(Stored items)
· · · · ·

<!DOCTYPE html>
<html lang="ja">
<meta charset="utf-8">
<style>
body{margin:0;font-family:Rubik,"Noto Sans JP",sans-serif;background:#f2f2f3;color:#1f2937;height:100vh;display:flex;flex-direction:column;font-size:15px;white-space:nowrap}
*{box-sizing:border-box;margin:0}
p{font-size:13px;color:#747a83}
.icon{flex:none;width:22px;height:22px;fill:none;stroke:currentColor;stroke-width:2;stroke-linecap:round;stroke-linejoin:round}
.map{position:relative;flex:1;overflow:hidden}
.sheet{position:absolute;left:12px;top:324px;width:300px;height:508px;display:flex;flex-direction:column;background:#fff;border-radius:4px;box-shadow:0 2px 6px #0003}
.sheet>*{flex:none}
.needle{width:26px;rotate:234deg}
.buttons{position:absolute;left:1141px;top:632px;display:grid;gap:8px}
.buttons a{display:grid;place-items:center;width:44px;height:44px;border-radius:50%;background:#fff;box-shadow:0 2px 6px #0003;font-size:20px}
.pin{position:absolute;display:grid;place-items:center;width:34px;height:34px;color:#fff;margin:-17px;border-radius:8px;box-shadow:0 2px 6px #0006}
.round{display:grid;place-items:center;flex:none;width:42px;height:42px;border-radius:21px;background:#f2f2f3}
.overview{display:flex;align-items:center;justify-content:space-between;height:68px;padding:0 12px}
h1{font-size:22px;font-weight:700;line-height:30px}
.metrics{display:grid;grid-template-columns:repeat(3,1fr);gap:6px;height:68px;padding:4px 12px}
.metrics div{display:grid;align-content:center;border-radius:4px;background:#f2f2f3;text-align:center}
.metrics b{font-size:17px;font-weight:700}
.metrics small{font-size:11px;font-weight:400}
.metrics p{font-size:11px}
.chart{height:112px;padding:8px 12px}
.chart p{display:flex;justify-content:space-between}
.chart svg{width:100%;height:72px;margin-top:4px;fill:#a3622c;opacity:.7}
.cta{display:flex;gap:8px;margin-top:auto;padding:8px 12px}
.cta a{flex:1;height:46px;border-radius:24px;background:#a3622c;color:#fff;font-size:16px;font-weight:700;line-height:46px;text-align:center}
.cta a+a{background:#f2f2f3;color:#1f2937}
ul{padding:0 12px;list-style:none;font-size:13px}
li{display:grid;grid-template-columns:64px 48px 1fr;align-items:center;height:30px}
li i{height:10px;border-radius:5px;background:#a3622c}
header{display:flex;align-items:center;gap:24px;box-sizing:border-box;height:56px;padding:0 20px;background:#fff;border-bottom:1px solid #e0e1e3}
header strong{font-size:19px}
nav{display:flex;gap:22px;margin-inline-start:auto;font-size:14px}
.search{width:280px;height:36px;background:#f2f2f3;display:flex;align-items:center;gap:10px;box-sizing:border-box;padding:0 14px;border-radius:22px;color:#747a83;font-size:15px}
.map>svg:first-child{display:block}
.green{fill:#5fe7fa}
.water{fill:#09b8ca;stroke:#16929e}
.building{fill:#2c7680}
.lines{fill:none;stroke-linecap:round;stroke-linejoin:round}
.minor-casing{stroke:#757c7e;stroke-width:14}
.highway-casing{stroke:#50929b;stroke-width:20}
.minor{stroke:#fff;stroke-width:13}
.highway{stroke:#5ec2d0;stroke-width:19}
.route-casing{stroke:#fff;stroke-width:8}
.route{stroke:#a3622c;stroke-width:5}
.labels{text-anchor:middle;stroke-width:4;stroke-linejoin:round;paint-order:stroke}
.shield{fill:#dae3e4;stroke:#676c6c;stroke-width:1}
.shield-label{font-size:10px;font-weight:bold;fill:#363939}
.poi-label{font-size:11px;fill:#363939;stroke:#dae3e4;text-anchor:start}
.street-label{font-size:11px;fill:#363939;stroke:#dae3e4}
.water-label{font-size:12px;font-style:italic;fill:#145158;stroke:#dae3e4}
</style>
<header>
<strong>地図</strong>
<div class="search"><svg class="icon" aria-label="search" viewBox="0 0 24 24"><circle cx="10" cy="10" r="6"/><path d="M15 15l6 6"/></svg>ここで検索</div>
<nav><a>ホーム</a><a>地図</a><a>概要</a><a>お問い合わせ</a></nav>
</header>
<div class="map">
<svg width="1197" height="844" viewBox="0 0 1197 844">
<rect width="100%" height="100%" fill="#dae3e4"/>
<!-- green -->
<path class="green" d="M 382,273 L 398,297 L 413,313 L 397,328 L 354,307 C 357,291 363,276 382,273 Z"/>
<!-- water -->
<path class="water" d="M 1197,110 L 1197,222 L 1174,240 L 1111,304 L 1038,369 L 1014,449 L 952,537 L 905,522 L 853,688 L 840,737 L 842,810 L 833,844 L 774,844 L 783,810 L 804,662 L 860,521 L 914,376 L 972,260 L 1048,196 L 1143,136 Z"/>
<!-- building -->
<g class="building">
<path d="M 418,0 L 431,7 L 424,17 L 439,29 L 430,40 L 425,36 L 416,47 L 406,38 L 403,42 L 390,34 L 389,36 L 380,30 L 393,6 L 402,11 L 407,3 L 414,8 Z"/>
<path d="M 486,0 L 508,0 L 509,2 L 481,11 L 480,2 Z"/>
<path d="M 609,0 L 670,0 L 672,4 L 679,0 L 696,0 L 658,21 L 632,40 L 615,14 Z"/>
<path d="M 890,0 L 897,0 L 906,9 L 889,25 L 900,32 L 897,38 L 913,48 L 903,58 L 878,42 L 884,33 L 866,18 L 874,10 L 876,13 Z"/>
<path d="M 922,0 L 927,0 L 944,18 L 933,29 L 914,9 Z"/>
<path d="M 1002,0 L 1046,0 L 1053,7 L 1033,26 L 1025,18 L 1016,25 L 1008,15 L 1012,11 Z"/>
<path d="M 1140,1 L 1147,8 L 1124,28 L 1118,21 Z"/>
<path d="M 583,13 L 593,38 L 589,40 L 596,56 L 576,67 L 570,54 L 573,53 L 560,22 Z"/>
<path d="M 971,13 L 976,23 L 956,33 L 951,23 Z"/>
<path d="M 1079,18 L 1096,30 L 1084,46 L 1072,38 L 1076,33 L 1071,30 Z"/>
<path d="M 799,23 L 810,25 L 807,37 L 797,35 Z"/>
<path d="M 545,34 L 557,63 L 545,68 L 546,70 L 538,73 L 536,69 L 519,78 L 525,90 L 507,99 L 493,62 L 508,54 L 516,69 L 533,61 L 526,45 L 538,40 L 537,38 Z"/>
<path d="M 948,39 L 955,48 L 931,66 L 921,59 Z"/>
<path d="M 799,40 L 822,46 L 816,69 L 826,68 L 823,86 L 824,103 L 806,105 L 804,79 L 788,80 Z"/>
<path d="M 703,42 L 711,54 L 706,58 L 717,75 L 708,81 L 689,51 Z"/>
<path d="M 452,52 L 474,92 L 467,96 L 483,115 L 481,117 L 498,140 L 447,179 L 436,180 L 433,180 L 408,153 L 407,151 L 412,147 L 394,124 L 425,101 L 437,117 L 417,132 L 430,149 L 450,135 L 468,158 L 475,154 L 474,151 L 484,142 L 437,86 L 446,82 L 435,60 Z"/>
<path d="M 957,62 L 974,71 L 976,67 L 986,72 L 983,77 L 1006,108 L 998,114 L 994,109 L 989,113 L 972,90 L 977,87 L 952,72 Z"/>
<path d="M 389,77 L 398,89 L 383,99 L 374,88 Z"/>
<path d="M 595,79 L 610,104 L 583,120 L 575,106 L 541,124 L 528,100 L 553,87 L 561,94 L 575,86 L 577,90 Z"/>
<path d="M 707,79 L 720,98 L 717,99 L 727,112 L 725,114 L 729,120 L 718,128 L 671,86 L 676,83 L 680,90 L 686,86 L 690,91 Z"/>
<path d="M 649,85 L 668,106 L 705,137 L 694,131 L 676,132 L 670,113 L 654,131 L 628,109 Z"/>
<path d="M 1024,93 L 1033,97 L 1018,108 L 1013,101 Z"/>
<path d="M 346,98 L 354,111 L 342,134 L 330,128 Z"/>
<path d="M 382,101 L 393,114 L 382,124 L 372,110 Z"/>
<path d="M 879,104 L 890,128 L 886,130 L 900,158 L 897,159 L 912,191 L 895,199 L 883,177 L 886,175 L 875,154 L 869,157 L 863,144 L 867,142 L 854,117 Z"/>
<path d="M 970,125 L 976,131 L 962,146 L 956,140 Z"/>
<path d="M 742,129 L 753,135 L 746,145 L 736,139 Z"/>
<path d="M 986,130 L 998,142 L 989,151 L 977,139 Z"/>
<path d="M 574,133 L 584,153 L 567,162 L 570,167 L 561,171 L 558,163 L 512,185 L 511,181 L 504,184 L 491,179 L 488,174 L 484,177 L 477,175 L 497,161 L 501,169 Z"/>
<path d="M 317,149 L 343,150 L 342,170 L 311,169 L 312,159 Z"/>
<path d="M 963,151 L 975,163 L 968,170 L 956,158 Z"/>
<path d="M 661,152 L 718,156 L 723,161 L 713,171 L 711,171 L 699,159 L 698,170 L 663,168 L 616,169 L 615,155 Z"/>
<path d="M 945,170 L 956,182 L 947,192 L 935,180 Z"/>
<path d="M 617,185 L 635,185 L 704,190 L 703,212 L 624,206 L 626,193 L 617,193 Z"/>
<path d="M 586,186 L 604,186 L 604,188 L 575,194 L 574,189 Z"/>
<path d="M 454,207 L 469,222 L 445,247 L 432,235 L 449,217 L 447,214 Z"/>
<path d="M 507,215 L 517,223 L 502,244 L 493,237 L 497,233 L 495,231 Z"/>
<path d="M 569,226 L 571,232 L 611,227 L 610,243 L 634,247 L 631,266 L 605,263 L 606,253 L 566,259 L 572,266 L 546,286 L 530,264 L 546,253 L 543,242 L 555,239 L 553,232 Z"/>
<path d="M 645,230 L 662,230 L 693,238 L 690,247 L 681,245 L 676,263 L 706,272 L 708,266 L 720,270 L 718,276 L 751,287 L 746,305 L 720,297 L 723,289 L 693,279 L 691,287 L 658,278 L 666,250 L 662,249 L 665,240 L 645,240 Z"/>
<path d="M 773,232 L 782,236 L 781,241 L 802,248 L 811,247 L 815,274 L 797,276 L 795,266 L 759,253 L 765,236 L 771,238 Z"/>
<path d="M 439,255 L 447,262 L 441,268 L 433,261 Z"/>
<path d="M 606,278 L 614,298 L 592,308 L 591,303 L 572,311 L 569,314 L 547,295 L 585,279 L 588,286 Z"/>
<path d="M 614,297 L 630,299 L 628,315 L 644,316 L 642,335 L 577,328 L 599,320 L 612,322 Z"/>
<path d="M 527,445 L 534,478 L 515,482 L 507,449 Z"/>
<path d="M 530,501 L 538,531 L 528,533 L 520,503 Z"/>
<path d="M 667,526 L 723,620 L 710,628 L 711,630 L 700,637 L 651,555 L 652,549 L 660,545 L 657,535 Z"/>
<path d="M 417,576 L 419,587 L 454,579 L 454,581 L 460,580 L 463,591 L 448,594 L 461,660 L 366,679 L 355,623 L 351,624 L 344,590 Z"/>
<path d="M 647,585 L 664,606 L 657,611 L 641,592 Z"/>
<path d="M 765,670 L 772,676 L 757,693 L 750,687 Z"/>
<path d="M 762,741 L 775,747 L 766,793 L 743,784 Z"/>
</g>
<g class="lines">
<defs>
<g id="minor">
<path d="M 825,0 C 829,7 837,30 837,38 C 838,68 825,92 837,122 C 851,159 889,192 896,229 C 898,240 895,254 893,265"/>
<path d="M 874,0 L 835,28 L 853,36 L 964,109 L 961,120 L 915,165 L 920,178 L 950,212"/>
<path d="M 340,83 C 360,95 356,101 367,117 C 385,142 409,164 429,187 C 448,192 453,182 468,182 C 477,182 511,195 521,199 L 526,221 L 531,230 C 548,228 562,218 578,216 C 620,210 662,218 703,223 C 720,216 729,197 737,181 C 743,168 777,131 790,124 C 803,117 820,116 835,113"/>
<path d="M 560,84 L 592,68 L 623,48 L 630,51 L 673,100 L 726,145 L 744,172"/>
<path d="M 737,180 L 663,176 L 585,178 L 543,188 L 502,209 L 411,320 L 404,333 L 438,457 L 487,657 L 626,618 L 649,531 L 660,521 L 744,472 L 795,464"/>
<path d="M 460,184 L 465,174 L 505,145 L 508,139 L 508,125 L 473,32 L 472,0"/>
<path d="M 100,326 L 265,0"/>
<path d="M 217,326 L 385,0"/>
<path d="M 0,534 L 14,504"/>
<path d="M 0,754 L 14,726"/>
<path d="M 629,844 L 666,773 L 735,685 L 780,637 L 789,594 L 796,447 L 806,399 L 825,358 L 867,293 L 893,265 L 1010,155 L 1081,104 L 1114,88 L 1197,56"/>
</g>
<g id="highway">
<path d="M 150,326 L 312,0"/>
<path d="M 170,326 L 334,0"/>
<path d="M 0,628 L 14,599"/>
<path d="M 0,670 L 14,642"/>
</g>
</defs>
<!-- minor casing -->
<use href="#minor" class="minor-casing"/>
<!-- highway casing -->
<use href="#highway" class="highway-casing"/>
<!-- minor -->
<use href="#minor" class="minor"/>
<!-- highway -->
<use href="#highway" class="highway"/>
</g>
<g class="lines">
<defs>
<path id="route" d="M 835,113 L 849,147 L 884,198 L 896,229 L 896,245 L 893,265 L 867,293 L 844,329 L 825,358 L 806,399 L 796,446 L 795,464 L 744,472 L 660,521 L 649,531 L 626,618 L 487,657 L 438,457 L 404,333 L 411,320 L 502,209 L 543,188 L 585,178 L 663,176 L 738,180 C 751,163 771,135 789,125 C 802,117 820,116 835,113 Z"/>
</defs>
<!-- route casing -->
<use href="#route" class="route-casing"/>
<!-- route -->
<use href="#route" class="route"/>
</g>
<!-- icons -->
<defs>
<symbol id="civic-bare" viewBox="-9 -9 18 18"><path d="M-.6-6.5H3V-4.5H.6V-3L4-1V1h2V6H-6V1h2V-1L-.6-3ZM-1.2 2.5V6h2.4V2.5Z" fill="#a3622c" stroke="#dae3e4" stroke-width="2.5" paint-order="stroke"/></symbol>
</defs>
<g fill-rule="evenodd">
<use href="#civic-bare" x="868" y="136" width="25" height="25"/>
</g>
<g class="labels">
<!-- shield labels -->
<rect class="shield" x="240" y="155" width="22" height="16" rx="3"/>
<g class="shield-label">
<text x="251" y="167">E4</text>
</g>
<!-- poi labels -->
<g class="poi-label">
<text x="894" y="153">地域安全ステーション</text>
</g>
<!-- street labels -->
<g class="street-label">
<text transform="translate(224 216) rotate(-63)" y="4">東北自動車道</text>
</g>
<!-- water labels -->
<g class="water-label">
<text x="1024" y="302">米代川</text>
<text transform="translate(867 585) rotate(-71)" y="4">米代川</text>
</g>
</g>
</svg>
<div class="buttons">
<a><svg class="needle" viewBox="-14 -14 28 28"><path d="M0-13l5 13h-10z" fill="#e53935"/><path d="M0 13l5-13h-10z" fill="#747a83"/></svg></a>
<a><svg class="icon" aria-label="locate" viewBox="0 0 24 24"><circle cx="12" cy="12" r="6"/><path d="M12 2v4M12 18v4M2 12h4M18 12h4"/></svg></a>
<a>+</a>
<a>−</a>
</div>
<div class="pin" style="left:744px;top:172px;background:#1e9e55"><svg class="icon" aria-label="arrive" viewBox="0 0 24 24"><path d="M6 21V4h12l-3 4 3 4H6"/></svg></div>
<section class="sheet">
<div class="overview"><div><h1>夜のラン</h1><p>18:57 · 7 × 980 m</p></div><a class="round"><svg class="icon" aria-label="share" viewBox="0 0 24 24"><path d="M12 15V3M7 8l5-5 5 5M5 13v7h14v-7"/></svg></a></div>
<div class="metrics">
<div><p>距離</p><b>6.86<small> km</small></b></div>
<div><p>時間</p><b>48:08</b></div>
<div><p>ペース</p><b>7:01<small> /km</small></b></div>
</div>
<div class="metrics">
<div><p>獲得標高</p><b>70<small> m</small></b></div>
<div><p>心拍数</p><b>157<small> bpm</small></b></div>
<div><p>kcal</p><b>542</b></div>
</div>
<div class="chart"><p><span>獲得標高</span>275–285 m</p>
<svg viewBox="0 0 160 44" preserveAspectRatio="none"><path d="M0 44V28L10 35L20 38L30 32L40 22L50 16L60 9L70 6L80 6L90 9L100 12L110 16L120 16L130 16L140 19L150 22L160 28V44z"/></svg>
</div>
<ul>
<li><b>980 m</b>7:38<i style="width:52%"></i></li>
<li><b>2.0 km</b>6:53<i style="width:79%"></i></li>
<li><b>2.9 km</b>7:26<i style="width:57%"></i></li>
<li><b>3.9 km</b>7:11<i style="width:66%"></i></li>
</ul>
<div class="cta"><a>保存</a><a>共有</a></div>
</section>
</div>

· · · · ·

What the task requires. From the entries above, tally every line holding the string "linecap". Give only the count.

Problem solution. 2